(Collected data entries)
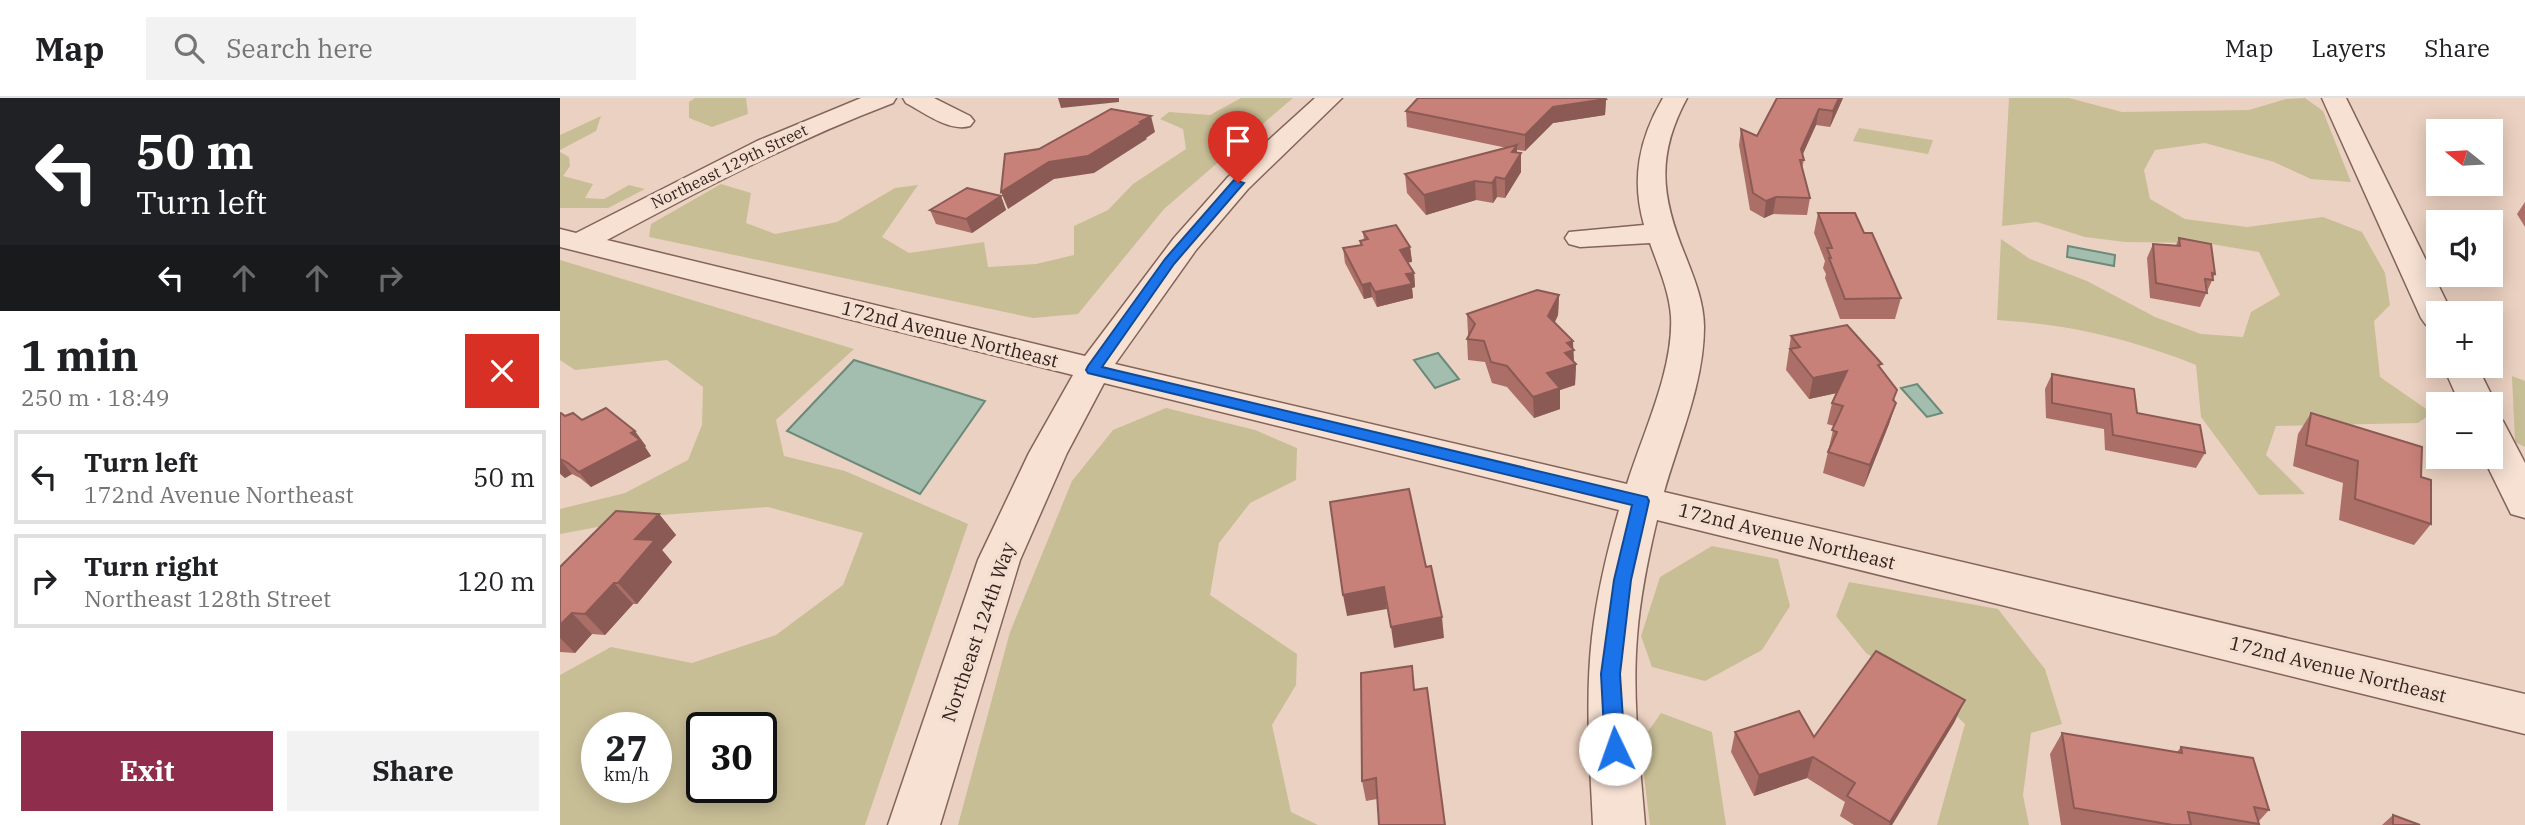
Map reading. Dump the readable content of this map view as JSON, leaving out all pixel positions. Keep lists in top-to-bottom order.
{
  "streets": {
    "street": ["Northeast 129th Street", "172nd Avenue Northeast", "Northeast 124th Way"]
  },
  "crossings": [
    ["Northeast 129th Street", "172nd Avenue Northeast"],
    ["172nd Avenue Northeast", "Northeast 124th Way"]
  ],
  "north": "left",
  "page": {
    "header": "Map",
    "search": "Search here",
    "nav": ["Map", "Layers", "Share"],
    "turn": ["50 m", "Turn left"],
    "map_buttons": ["+", "−"],
    "heading": ["1 min", "250 m · 18:49"],
    "list": [
      {
        "name": "Turn left",
        "note": "172nd Avenue Northeast",
        "value": "50 m"
      },
      {
        "name": "Turn right",
        "note": "Northeast 128th Street",
        "value": "120 m"
      }
    ],
    "speed": "27 km/h",
    "limit": "30",
    "buttons": ["Exit", "Share"]
  }
}
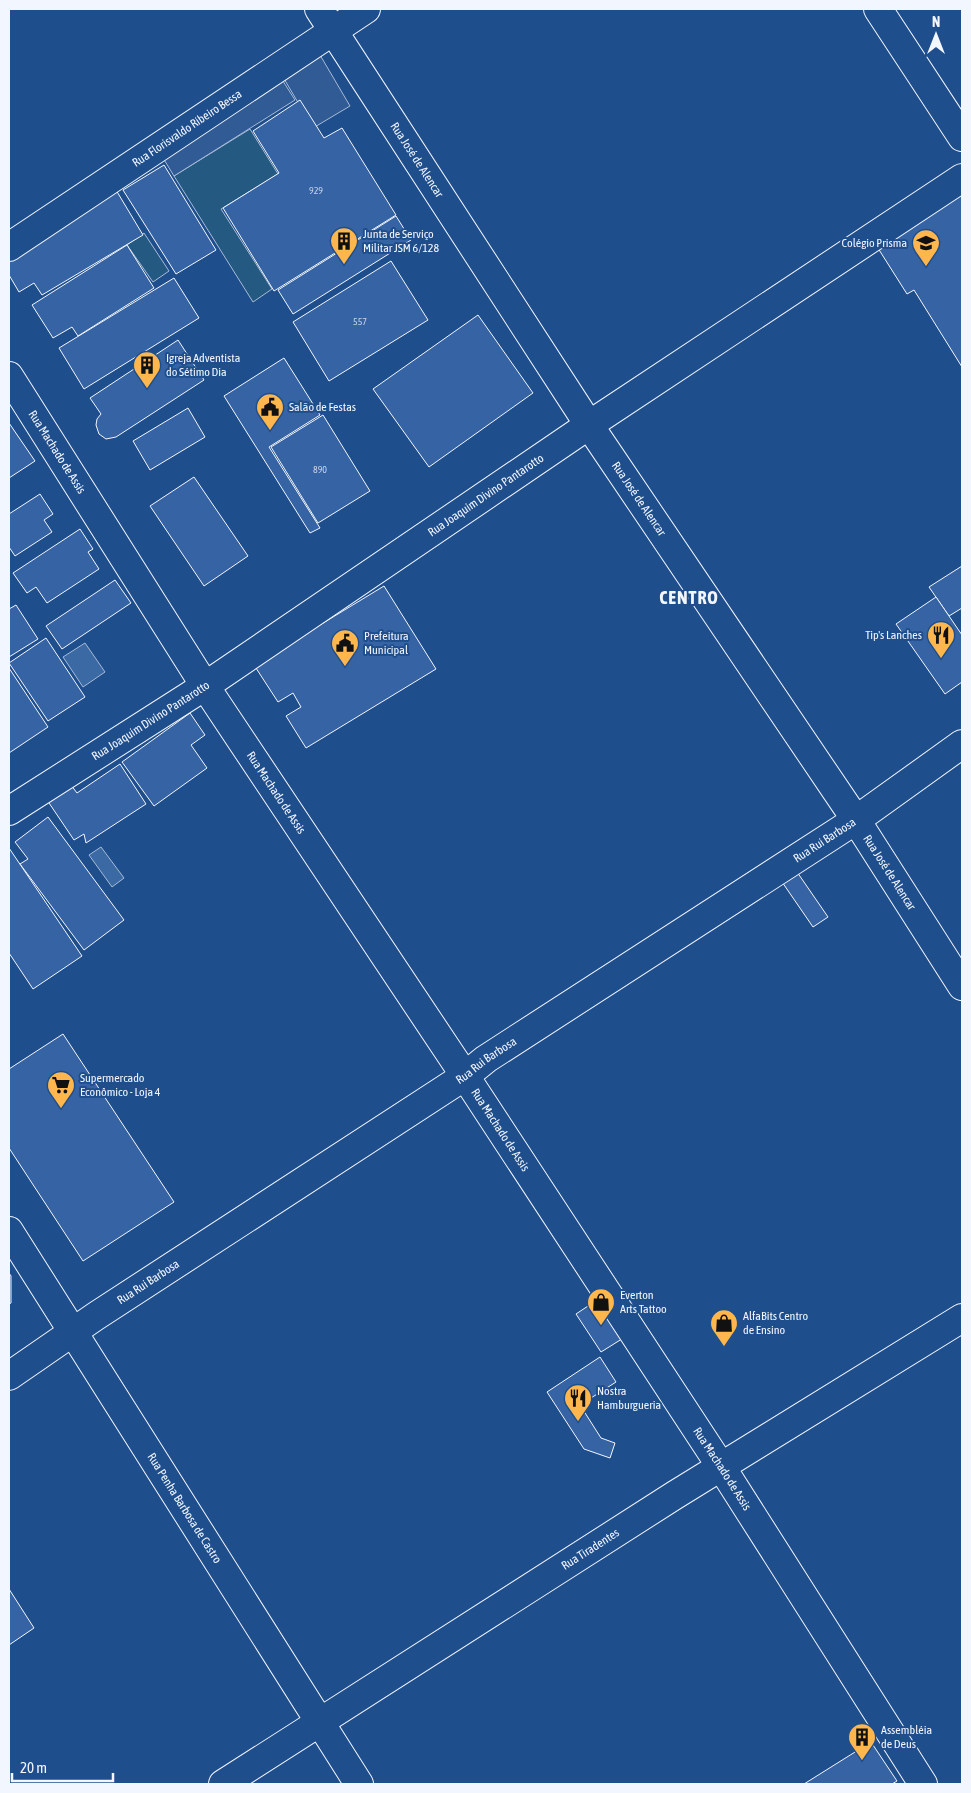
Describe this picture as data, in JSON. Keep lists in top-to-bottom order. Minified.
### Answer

» ACTIVITY
In the answer, include exactly the lines from the line containing "Describe this picture" through the end of the data, and nothing else.

» SOLUTION TO THE PROBLEM
Describe this picture as data, in JSON. Keep lists in top-to-bottom order. Minified.
### Answer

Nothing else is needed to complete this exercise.